AIM OF THE EXERCISE ▸ Look for the word "bubble". Copy every line of the listing where it occurs.

----------------

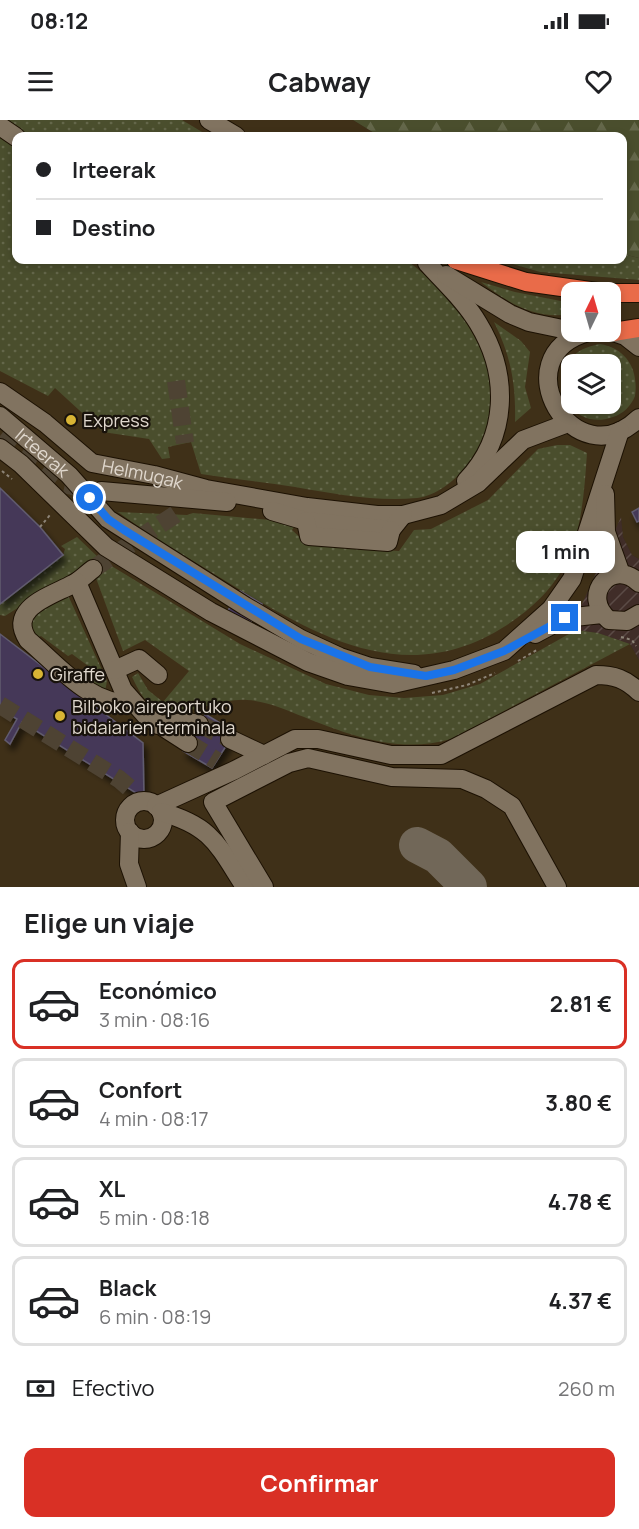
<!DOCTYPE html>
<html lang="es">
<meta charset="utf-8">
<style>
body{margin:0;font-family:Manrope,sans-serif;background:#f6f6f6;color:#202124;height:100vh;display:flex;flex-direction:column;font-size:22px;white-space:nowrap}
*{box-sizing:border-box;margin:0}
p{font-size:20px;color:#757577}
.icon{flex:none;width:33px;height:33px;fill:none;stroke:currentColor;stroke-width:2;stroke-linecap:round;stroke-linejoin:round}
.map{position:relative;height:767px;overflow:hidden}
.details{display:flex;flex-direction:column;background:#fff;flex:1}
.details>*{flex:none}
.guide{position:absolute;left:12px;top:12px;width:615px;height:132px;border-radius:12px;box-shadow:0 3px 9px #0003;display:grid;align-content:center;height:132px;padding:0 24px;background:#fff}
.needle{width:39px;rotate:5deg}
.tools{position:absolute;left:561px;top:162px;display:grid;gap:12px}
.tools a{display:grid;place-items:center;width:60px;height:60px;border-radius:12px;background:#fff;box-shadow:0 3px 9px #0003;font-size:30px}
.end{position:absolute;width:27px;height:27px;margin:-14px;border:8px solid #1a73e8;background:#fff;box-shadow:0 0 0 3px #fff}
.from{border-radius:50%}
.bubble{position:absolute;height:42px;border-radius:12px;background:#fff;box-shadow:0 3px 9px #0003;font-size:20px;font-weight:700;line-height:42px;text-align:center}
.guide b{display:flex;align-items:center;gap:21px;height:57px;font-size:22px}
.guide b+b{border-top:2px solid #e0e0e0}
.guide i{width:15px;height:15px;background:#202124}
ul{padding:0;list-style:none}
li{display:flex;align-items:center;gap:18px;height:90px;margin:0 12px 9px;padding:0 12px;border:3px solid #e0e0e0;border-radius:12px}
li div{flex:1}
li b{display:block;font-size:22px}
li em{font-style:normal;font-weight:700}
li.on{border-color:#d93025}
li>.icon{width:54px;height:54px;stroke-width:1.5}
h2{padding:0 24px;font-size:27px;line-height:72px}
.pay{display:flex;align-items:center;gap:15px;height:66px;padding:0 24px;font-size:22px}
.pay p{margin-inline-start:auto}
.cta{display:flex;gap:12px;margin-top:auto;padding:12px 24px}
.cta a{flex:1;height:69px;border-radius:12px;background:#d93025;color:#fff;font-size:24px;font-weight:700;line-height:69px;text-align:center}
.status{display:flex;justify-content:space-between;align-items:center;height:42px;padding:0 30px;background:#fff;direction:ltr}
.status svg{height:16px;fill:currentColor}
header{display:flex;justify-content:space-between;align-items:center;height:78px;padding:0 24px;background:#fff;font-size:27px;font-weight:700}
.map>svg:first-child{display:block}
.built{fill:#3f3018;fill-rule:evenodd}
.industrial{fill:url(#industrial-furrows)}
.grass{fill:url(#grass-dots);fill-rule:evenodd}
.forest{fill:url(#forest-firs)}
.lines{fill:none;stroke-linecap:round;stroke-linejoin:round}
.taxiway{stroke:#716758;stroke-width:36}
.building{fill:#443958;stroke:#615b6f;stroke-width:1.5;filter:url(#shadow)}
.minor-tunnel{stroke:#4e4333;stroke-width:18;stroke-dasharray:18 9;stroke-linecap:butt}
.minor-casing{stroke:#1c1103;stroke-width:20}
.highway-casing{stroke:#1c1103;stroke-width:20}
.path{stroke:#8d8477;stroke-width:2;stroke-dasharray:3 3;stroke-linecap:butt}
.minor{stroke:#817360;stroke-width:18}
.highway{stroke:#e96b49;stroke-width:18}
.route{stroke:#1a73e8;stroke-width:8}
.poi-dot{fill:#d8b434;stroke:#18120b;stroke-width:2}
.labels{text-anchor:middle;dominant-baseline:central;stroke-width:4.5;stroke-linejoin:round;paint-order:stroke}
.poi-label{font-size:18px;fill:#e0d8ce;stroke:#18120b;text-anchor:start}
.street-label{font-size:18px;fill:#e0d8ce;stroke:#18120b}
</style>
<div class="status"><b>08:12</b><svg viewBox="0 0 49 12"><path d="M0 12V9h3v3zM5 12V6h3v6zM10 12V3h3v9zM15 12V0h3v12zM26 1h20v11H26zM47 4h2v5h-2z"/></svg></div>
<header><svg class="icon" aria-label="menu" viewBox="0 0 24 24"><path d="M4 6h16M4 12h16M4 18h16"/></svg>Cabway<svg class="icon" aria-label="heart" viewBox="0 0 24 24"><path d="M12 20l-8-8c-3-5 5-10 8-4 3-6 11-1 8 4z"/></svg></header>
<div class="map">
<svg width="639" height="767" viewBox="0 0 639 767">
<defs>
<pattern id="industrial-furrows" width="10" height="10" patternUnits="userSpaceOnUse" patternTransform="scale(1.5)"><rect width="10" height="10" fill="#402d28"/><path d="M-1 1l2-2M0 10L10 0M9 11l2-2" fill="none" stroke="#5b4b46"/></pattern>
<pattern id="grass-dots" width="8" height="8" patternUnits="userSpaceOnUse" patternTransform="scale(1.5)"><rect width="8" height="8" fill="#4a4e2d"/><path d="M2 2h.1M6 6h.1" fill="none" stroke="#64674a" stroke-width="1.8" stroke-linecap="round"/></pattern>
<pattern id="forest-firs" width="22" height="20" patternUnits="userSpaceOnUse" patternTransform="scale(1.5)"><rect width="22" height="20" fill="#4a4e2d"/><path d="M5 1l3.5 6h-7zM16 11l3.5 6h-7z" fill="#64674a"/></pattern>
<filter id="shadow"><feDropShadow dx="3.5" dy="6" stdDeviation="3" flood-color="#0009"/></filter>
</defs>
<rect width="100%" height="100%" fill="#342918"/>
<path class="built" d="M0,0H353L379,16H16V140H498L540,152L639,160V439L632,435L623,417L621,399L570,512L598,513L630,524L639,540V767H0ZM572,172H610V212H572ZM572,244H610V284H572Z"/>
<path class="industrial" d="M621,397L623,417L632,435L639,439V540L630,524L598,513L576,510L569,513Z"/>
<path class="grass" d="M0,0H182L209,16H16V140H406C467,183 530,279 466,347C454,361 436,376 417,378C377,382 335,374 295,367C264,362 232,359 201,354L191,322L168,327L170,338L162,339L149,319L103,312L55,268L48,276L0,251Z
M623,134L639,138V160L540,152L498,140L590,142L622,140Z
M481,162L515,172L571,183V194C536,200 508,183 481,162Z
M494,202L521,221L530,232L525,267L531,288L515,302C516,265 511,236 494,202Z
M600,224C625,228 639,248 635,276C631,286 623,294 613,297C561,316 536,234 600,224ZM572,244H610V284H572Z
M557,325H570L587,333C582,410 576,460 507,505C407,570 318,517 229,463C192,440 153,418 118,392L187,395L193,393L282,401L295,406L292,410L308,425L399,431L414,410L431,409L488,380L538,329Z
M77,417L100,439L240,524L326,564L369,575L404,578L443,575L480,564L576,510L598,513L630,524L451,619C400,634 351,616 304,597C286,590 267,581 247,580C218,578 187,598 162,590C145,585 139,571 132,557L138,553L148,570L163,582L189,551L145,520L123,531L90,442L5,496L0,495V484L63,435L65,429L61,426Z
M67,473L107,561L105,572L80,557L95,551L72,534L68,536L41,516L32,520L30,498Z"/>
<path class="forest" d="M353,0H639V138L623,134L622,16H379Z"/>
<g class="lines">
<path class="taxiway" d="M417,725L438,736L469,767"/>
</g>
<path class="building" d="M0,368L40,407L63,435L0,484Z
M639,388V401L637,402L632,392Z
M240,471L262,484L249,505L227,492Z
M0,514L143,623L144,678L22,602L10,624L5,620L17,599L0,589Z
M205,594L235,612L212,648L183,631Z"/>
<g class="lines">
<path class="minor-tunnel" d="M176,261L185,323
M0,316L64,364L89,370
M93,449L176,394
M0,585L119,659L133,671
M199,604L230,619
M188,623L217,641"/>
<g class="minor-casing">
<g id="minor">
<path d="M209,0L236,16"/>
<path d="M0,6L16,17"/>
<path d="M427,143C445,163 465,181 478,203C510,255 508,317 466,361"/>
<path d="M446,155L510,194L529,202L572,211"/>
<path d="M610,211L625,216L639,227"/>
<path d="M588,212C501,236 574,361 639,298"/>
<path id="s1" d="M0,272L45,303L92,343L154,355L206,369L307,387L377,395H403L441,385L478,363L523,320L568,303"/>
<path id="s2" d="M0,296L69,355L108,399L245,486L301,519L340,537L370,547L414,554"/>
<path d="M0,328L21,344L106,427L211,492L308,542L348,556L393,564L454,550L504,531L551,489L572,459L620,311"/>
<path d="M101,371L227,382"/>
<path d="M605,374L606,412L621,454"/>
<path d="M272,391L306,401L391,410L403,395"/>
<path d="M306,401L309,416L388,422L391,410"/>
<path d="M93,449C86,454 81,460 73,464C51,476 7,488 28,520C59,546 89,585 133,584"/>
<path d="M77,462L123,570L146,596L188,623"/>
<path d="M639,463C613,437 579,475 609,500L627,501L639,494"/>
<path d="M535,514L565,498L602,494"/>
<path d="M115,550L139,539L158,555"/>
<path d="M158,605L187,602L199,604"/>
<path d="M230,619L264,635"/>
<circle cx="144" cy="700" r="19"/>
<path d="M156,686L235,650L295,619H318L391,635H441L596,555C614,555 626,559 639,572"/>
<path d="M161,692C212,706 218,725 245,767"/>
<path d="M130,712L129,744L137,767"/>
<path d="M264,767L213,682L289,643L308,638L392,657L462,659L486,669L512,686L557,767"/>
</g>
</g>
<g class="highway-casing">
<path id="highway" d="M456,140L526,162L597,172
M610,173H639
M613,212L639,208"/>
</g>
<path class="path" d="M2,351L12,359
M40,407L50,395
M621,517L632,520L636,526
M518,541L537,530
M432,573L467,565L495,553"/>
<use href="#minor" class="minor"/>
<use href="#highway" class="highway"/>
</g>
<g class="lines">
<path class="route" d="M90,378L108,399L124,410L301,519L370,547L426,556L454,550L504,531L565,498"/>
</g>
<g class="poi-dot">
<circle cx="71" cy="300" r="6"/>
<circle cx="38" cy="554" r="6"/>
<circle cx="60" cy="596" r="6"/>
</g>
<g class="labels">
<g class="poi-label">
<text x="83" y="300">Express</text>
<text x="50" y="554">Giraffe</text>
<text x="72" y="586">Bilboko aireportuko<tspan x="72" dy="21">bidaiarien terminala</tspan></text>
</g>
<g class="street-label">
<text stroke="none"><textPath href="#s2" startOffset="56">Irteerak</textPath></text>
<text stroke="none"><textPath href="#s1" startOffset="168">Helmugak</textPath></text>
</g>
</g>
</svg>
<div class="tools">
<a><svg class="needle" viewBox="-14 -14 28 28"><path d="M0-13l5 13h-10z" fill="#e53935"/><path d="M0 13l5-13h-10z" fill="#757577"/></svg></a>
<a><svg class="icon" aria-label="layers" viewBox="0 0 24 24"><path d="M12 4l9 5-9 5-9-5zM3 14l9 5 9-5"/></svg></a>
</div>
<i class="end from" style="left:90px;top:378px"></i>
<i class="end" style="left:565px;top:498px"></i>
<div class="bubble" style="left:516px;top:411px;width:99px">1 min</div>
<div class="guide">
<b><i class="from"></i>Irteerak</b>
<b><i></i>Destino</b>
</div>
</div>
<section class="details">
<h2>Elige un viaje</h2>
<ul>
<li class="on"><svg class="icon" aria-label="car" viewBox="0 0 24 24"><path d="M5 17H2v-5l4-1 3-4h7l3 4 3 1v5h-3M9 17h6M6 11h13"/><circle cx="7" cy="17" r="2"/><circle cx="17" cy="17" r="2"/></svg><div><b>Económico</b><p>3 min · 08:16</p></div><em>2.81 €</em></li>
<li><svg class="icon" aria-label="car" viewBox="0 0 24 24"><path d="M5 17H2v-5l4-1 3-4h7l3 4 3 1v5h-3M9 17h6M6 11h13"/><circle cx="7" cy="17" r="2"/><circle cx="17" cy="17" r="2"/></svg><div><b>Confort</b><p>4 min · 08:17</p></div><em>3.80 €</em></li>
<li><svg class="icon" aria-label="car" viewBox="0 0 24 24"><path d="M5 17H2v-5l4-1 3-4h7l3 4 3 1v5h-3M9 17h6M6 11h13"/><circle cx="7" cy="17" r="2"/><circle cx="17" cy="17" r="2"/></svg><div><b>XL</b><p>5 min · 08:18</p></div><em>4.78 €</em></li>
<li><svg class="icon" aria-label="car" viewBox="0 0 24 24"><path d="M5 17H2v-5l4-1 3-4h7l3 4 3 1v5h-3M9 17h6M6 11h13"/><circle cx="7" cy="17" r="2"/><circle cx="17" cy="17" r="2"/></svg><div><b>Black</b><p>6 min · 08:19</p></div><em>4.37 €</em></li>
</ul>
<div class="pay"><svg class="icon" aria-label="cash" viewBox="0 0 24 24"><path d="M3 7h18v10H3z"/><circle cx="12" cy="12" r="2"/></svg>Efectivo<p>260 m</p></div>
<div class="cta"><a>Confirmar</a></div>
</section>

----------------

OUTPUT FOR THIS TASK ▸
.bubble{position:absolute;height:42px;border-radius:12px;background:#fff;box-shadow:0 3px 9px #0003;font-size:20px;font-weight:700;line-height:42px;text-align:center}
<div class="bubble" style="left:516px;top:411px;width:99px">1 min</div>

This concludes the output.